START MATERIAL PROVIDED
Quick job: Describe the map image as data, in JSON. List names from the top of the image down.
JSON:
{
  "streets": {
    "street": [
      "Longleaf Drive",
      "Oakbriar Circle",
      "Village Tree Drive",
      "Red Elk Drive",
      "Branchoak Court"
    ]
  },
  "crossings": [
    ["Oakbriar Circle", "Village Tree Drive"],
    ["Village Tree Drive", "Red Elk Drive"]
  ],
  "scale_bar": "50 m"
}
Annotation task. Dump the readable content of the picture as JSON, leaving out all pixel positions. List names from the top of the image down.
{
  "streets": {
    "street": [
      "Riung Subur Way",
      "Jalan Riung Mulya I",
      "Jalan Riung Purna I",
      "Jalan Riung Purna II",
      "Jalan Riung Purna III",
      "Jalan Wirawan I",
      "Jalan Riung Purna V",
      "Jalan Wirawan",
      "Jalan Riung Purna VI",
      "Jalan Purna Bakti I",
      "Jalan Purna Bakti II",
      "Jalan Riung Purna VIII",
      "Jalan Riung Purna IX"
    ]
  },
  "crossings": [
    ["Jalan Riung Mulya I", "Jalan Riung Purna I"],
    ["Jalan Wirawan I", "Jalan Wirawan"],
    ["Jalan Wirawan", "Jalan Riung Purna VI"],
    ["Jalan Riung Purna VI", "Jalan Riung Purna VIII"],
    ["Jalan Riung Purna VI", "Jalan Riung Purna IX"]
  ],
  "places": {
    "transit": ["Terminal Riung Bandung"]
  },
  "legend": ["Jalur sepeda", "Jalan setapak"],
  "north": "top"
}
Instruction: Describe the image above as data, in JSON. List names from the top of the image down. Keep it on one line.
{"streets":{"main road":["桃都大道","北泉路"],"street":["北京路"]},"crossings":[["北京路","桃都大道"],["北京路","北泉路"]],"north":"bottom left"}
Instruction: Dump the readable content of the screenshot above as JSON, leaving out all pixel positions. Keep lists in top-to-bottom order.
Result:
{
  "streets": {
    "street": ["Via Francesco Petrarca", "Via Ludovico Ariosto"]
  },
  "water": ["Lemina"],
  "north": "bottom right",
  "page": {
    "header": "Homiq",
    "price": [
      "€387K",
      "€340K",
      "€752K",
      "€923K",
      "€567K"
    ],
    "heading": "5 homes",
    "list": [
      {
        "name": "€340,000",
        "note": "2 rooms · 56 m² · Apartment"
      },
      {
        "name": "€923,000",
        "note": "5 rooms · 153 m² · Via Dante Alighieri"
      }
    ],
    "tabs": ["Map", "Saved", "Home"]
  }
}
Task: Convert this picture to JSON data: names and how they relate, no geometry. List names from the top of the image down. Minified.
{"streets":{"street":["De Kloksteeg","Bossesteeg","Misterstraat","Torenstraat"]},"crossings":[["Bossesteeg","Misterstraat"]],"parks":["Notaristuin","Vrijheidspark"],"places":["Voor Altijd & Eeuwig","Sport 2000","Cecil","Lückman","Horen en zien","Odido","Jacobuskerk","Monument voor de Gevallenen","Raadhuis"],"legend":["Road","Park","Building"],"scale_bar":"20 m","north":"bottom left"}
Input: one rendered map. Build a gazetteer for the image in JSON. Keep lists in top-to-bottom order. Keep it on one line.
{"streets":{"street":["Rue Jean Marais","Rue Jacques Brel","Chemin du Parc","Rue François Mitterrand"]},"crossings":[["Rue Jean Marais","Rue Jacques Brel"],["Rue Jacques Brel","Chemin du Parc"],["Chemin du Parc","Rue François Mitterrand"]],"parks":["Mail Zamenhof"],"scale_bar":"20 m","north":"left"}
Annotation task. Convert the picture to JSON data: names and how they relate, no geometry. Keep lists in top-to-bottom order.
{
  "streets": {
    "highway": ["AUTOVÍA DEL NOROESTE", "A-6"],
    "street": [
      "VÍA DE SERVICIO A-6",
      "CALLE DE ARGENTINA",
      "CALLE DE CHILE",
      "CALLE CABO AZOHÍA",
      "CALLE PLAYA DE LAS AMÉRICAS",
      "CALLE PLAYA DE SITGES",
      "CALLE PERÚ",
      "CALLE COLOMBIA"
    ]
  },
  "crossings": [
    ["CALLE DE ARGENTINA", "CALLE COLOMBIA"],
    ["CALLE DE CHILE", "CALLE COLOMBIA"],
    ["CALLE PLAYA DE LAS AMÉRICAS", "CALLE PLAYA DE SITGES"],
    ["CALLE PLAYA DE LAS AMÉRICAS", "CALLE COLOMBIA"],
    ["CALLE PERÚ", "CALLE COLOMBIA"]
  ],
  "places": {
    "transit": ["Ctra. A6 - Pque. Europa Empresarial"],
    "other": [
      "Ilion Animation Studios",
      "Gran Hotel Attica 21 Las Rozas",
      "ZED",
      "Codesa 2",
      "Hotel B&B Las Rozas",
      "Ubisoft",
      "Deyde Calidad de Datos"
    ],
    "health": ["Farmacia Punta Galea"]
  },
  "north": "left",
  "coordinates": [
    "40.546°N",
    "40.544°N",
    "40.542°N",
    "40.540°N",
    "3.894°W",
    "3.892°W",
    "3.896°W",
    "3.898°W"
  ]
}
END MATERIAL PROVIDED
WORK INSTRUCTION ▸ Every record should be output precisely as it was given.

COMPLETED TASK ▸
Quick job: Describe the map image as data, in JSON. List names from the top of the image down.
JSON:
{
  "streets": {
    "street": [
      "Longleaf Drive",
      "Oakbriar Circle",
      "Village Tree Drive",
      "Red Elk Drive",
      "Branchoak Court"
    ]
  },
  "crossings": [
    ["Oakbriar Circle", "Village Tree Drive"],
    ["Village Tree Drive", "Red Elk Drive"]
  ],
  "scale_bar": "50 m"
}
Annotation task. Dump the readable content of the picture as JSON, leaving out all pixel positions. List names from the top of the image down.
{
  "streets": {
    "street": [
      "Riung Subur Way",
      "Jalan Riung Mulya I",
      "Jalan Riung Purna I",
      "Jalan Riung Purna II",
      "Jalan Riung Purna III",
      "Jalan Wirawan I",
      "Jalan Riung Purna V",
      "Jalan Wirawan",
      "Jalan Riung Purna VI",
      "Jalan Purna Bakti I",
      "Jalan Purna Bakti II",
      "Jalan Riung Purna VIII",
      "Jalan Riung Purna IX"
    ]
  },
  "crossings": [
    ["Jalan Riung Mulya I", "Jalan Riung Purna I"],
    ["Jalan Wirawan I", "Jalan Wirawan"],
    ["Jalan Wirawan", "Jalan Riung Purna VI"],
    ["Jalan Riung Purna VI", "Jalan Riung Purna VIII"],
    ["Jalan Riung Purna VI", "Jalan Riung Purna IX"]
  ],
  "places": {
    "transit": ["Terminal Riung Bandung"]
  },
  "legend": ["Jalur sepeda", "Jalan setapak"],
  "north": "top"
}
Instruction: Describe the image above as data, in JSON. List names from the top of the image down. Keep it on one line.
{"streets":{"main road":["桃都大道","北泉路"],"street":["北京路"]},"crossings":[["北京路","桃都大道"],["北京路","北泉路"]],"north":"bottom left"}
Instruction: Dump the readable content of the screenshot above as JSON, leaving out all pixel positions. Keep lists in top-to-bottom order.
Result:
{
  "streets": {
    "street": ["Via Francesco Petrarca", "Via Ludovico Ariosto"]
  },
  "water": ["Lemina"],
  "north": "bottom right",
  "page": {
    "header": "Homiq",
    "price": [
      "€387K",
      "€340K",
      "€752K",
      "€923K",
      "€567K"
    ],
    "heading": "5 homes",
    "list": [
      {
        "name": "€340,000",
        "note": "2 rooms · 56 m² · Apartment"
      },
      {
        "name": "€923,000",
        "note": "5 rooms · 153 m² · Via Dante Alighieri"
      }
    ],
    "tabs": ["Map", "Saved", "Home"]
  }
}
Task: Convert this picture to JSON data: names and how they relate, no geometry. List names from the top of the image down. Minified.
{"streets":{"street":["De Kloksteeg","Bossesteeg","Misterstraat","Torenstraat"]},"crossings":[["Bossesteeg","Misterstraat"]],"parks":["Notaristuin","Vrijheidspark"],"places":["Voor Altijd & Eeuwig","Sport 2000","Cecil","Lückman","Horen en zien","Odido","Jacobuskerk","Monument voor de Gevallenen","Raadhuis"],"legend":["Road","Park","Building"],"scale_bar":"20 m","north":"bottom left"}
Input: one rendered map. Build a gazetteer for the image in JSON. Keep lists in top-to-bottom order. Keep it on one line.
{"streets":{"street":["Rue Jean Marais","Rue Jacques Brel","Chemin du Parc","Rue François Mitterrand"]},"crossings":[["Rue Jean Marais","Rue Jacques Brel"],["Rue Jacques Brel","Chemin du Parc"],["Chemin du Parc","Rue François Mitterrand"]],"parks":["Mail Zamenhof"],"scale_bar":"20 m","north":"left"}
Annotation task. Convert the picture to JSON data: names and how they relate, no geometry. Keep lists in top-to-bottom order.
{
  "streets": {
    "highway": ["AUTOVÍA DEL NOROESTE", "A-6"],
    "street": [
      "VÍA DE SERVICIO A-6",
      "CALLE DE ARGENTINA",
      "CALLE DE CHILE",
      "CALLE CABO AZOHÍA",
      "CALLE PLAYA DE LAS AMÉRICAS",
      "CALLE PLAYA DE SITGES",
      "CALLE PERÚ",
      "CALLE COLOMBIA"
    ]
  },
  "crossings": [
    ["CALLE DE ARGENTINA", "CALLE COLOMBIA"],
    ["CALLE DE CHILE", "CALLE COLOMBIA"],
    ["CALLE PLAYA DE LAS AMÉRICAS", "CALLE PLAYA DE SITGES"],
    ["CALLE PLAYA DE LAS AMÉRICAS", "CALLE COLOMBIA"],
    ["CALLE PERÚ", "CALLE COLOMBIA"]
  ],
  "places": {
    "transit": ["Ctra. A6 - Pque. Europa Empresarial"],
    "other": [
      "Ilion Animation Studios",
      "Gran Hotel Attica 21 Las Rozas",
      "ZED",
      "Codesa 2",
      "Hotel B&B Las Rozas",
      "Ubisoft",
      "Deyde Calidad de Datos"
    ],
    "health": ["Farmacia Punta Galea"]
  },
  "north": "left",
  "coordinates": [
    "40.546°N",
    "40.544°N",
    "40.542°N",
    "40.540°N",
    "3.894°W",
    "3.892°W",
    "3.896°W",
    "3.898°W"
  ]
}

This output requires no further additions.